Convener: China Centre
Speaker: Dr Francesca Dal Lago
This lecture will draw on Francesco Dal Lago’s personal experiences as a participant in the Beijing (and Chinese) art scene during the late 1980s and early 1990s and the way this led her to a career in Art History with a focus on 20th century China. Conscious of her double and often irreconcilable role as both actor and commentator, she adopts a subjective position in reviewing some of the phenomenal shifts experienced in the international perception of this artistic production. From smoky and crowded dorms in dilapidated post-socialist buildings to the glitz of the Venice Biennale, from unheated rural huts to cocktail parties held in private yachts and 5-star hotels, Francesca Dal Lago has observed unimaginable changes in the life conditions, philosophy and personal assets of Chinese artists and their circle. Francesca Dal Lago will discuss how analyzing exhibitions as ‘objects’, i.e. spaces where meaning is formed, and the museum system as canonizing structure become her navigating tools to chart such dramatic transitions.
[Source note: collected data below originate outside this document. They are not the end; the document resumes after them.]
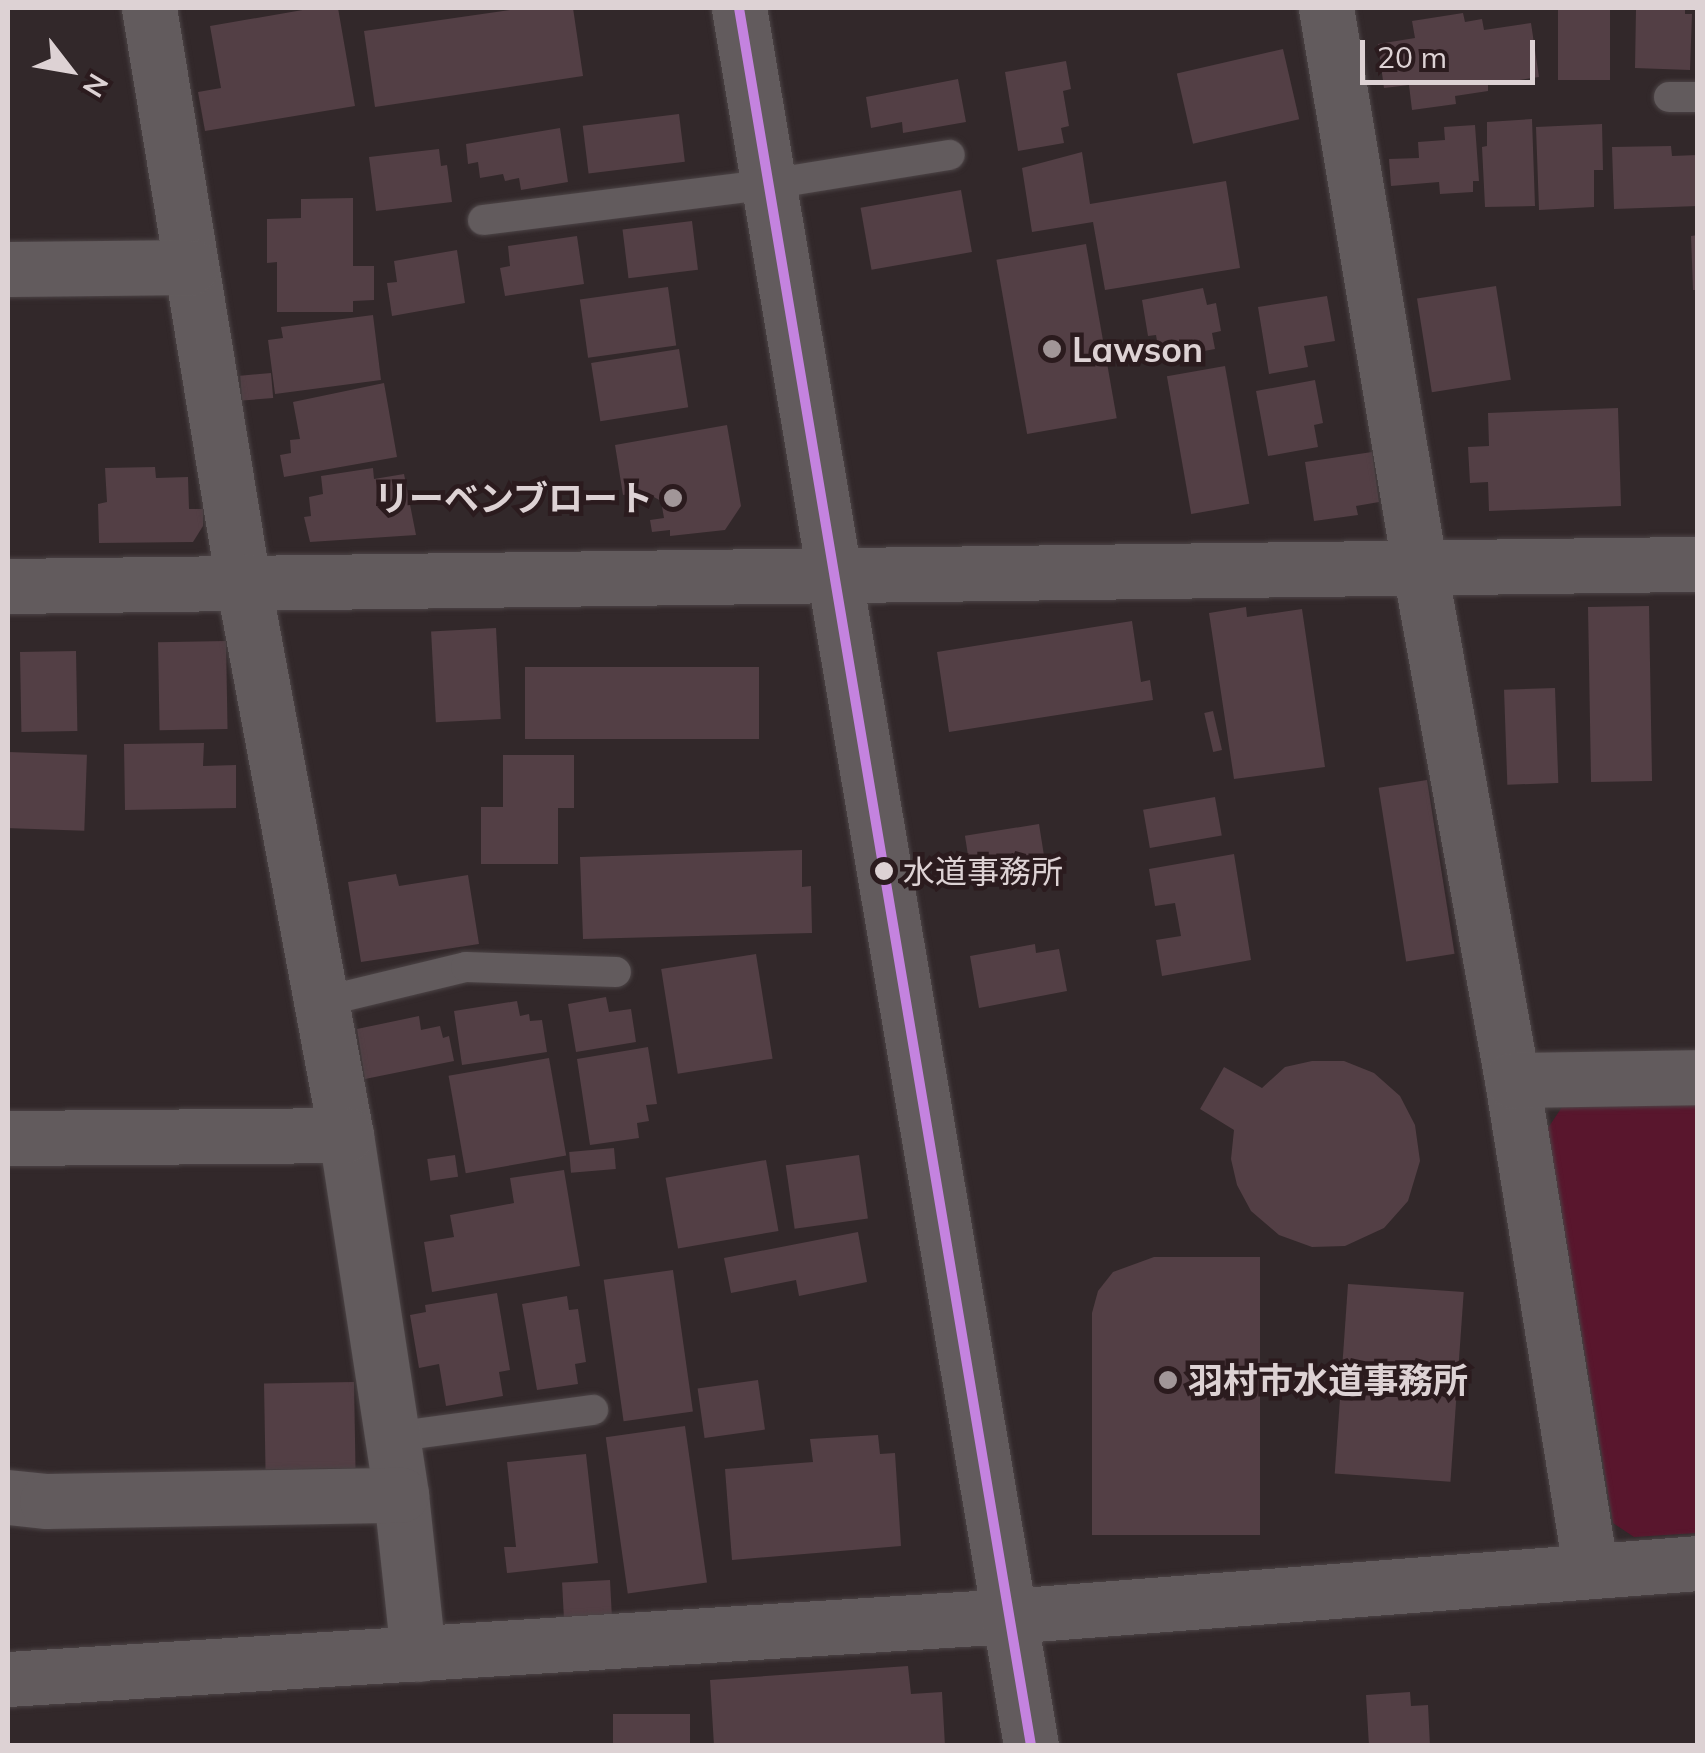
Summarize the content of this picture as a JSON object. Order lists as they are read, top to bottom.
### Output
{
  "places": [
    "Lawson",
    "リーベンブロート",
    "水道事務所",
    "羽村市水道事務所"
  ],
  "scale_bar": "20 m",
  "north": "bottom right"
}
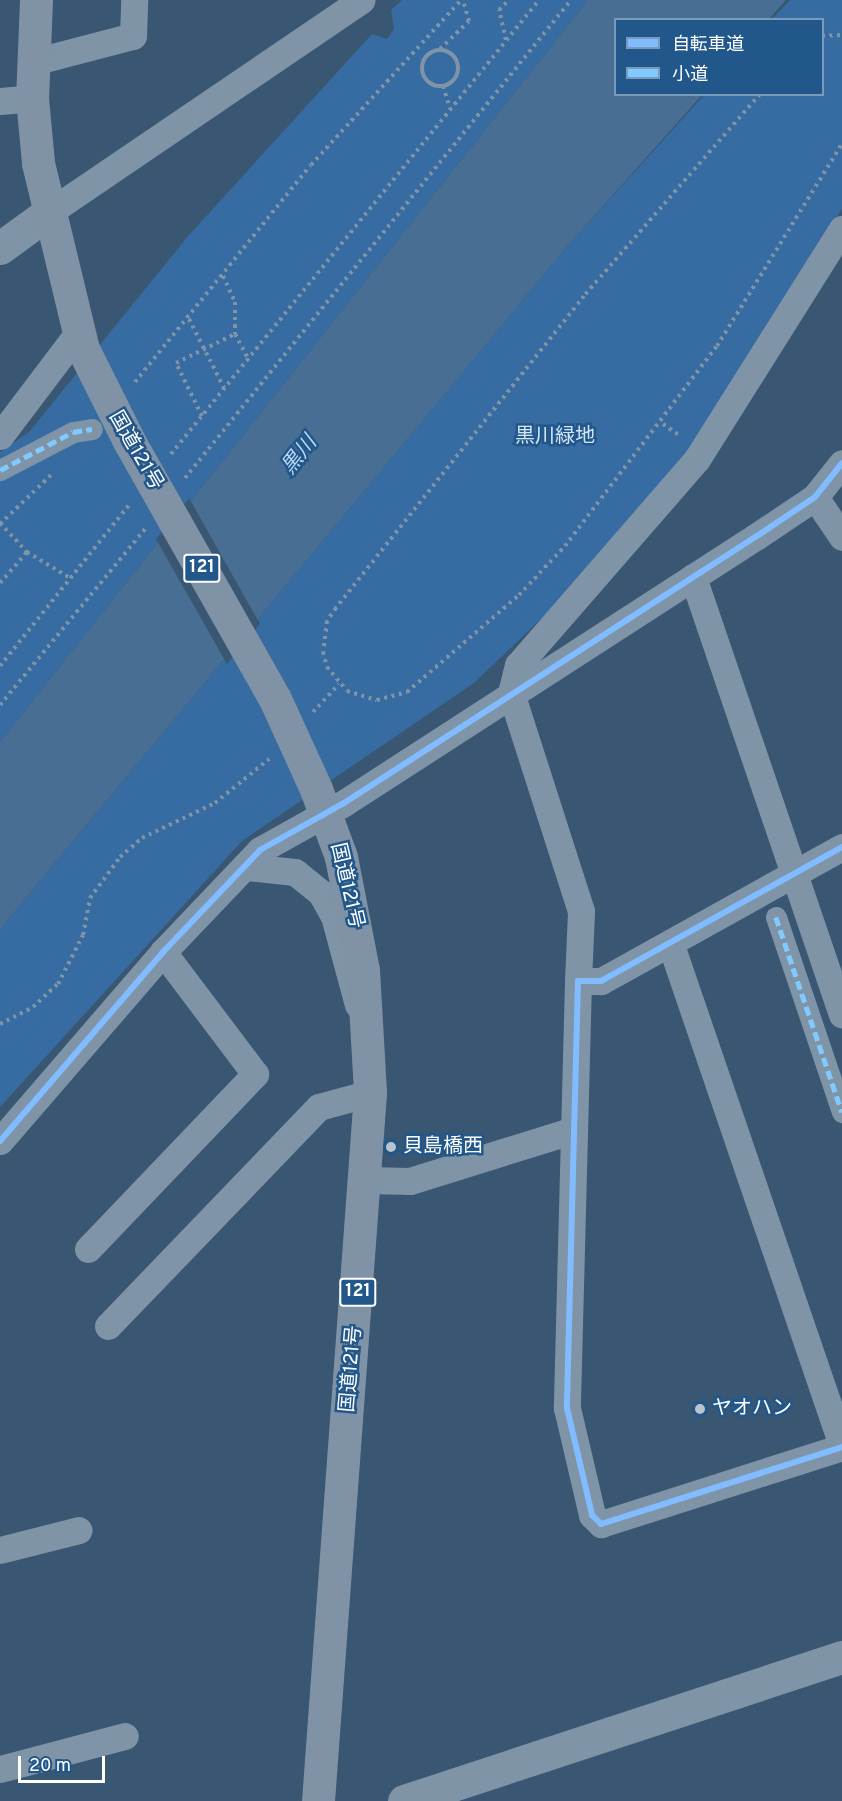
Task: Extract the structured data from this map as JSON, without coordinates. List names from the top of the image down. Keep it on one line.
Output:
{"streets":{"highway":["国道121号","121"]},"water":["黒川"],"parks":["黒川緑地"],"places":["貝島橋西","ヤオハン"],"legend":["自転車道","小道"],"scale_bar":"20 m"}
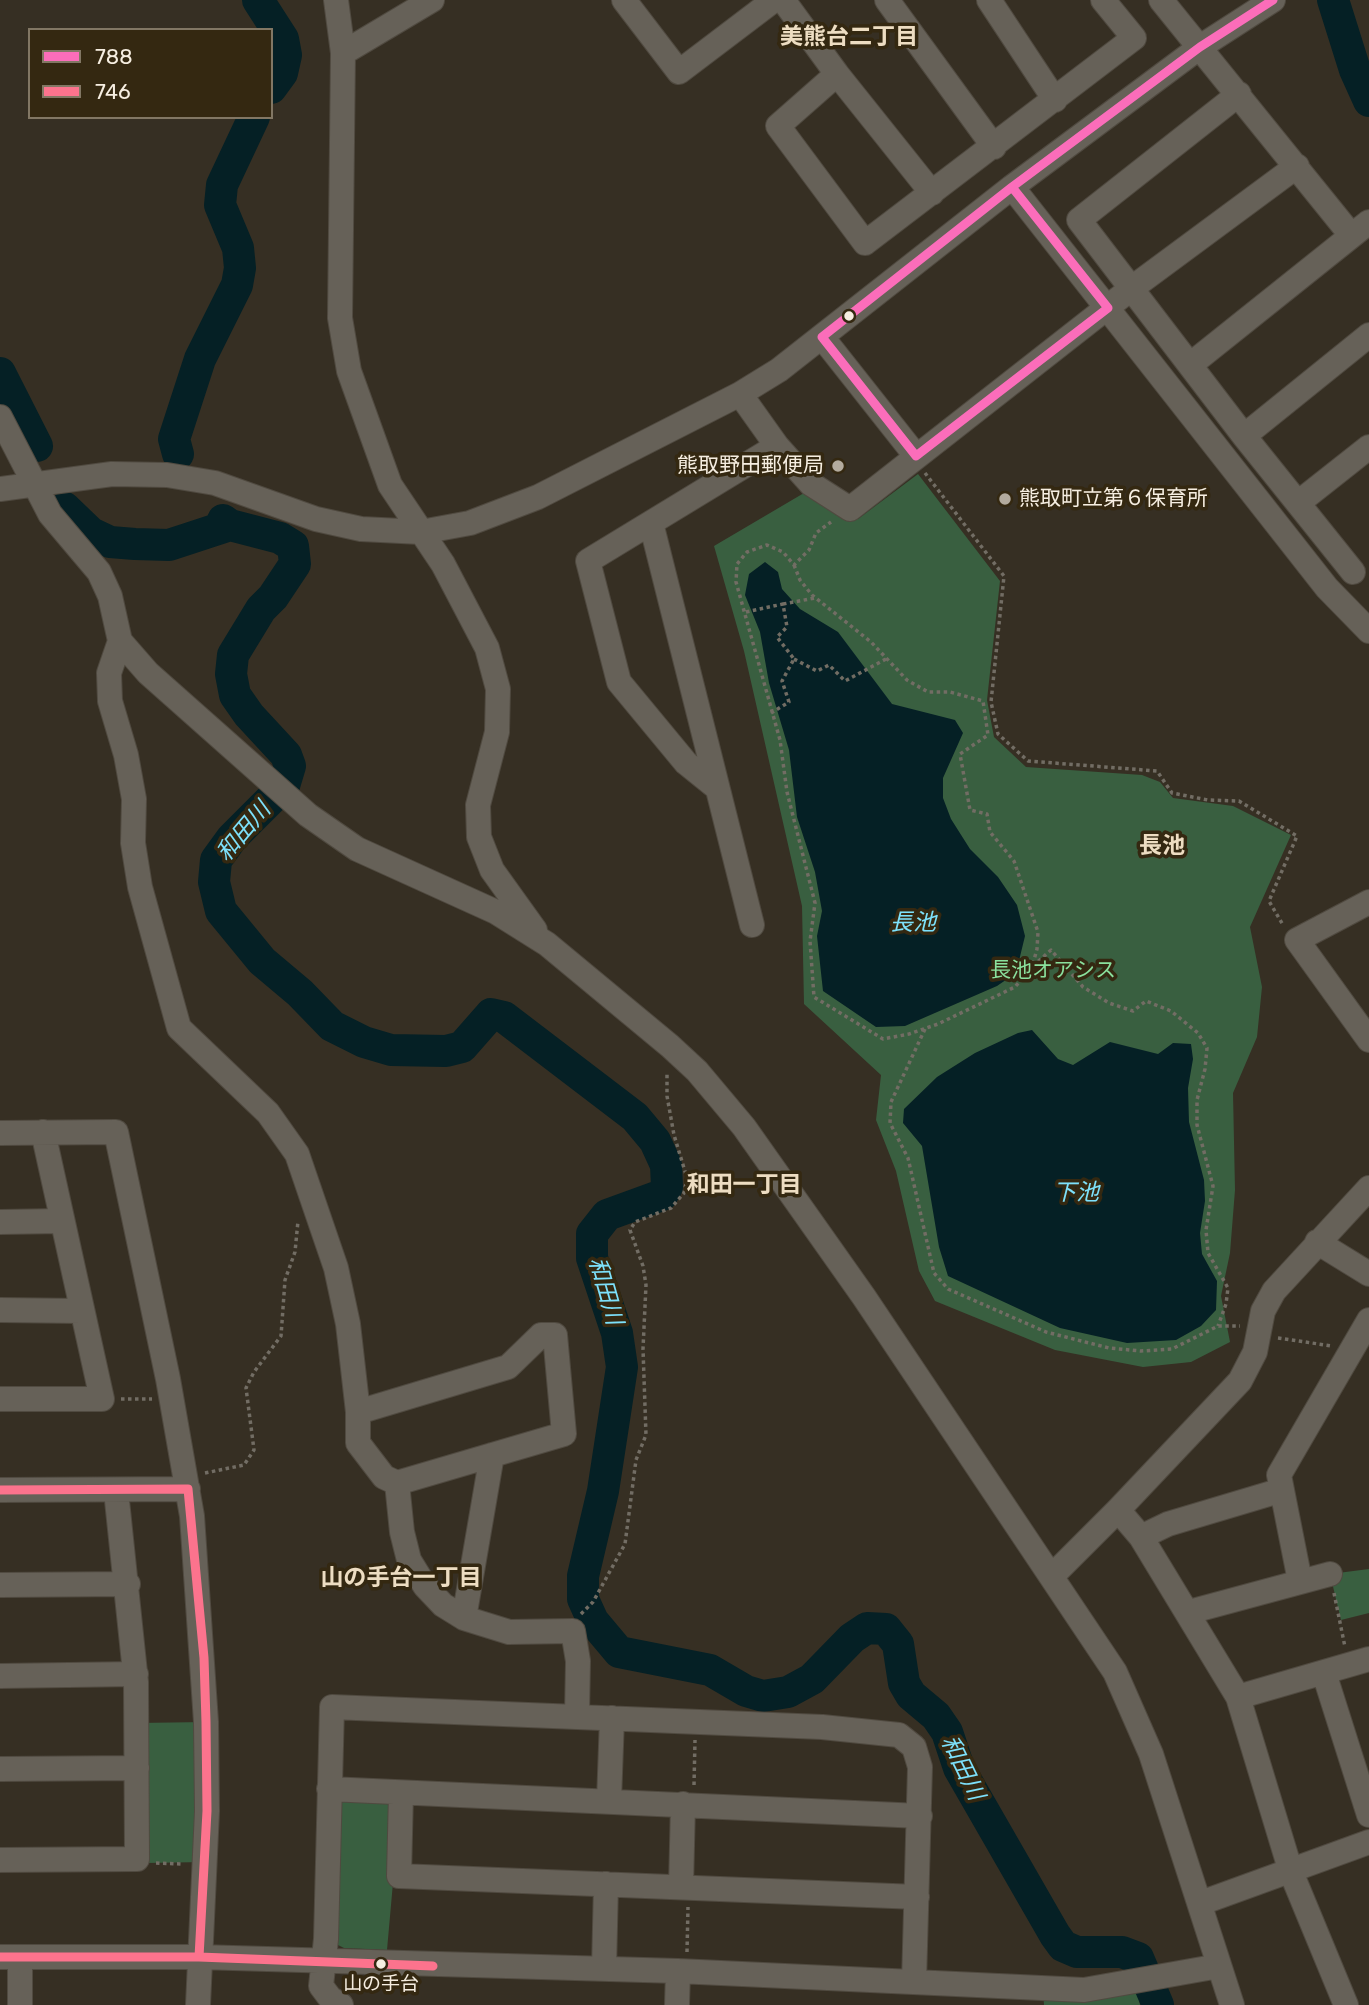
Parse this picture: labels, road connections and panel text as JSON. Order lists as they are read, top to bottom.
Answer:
{
  "districts": [
    "美熊台二丁目",
    "長池",
    "和田一丁目",
    "山の手台一丁目"
  ],
  "water": ["和田川", "長池", "下池"],
  "parks": ["長池オアシス"],
  "places": ["熊取野田郵便局", "熊取町立第６保育所", "山の手台"],
  "lines": ["transit line 788", "transit line 746"],
  "legend": ["788", "746"]
}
Trying to avoid a straightforward sumptuary critique, she uses exhibitions, museum display practices and their ties to contemporary market forces and finance as a contraption to understand some of the processes that led to the formation of other artistic expressions, somehow disconnected from the cultural and social environment of their space of creation and more attuned to the generic demands of artistic globalization.
Francesca Dal Lago is an independent art historian and critic based in Paris. She holds a degree in Chinese language and culture from the University of Venice and a Master’s and PhD in art history from the Institute of Fine Arts, New York University. In the 1980s and 1990s she spent several years living in Beijing where she was, at different times, student at the Central Academy of Fine Arts, Cultural Officer at the Italian Embassy and researcher. From 2001 to 2004 she was assistant professor of Chinese Art History at McGill University, Montreal. After moving back to Europe she held a post-doc at Leiden University and was an associated researcher at the Centre de Recherches sur les Civilisations de l'Asie Orientale in Paris. Her research, originally focused on contemporary art and curatorial practices, has later shifted towards the analysis of processes of cultural interaction between China and the outer world during the whole 20th century. In Paris she collaborated with the Museé Cernuschi on the exhibitions ‘Artistes Chinois à Paris’ (2011) and ‘Walasse Ting – Le voleur de fleurs’ (2016). She has published widely on contemporary art, commercial art and Maoist art in China. She is working on a book of collected essays on display practices of Chinese art during the 20th century and a monograph on artistic migration from China to Europe in the interwar period.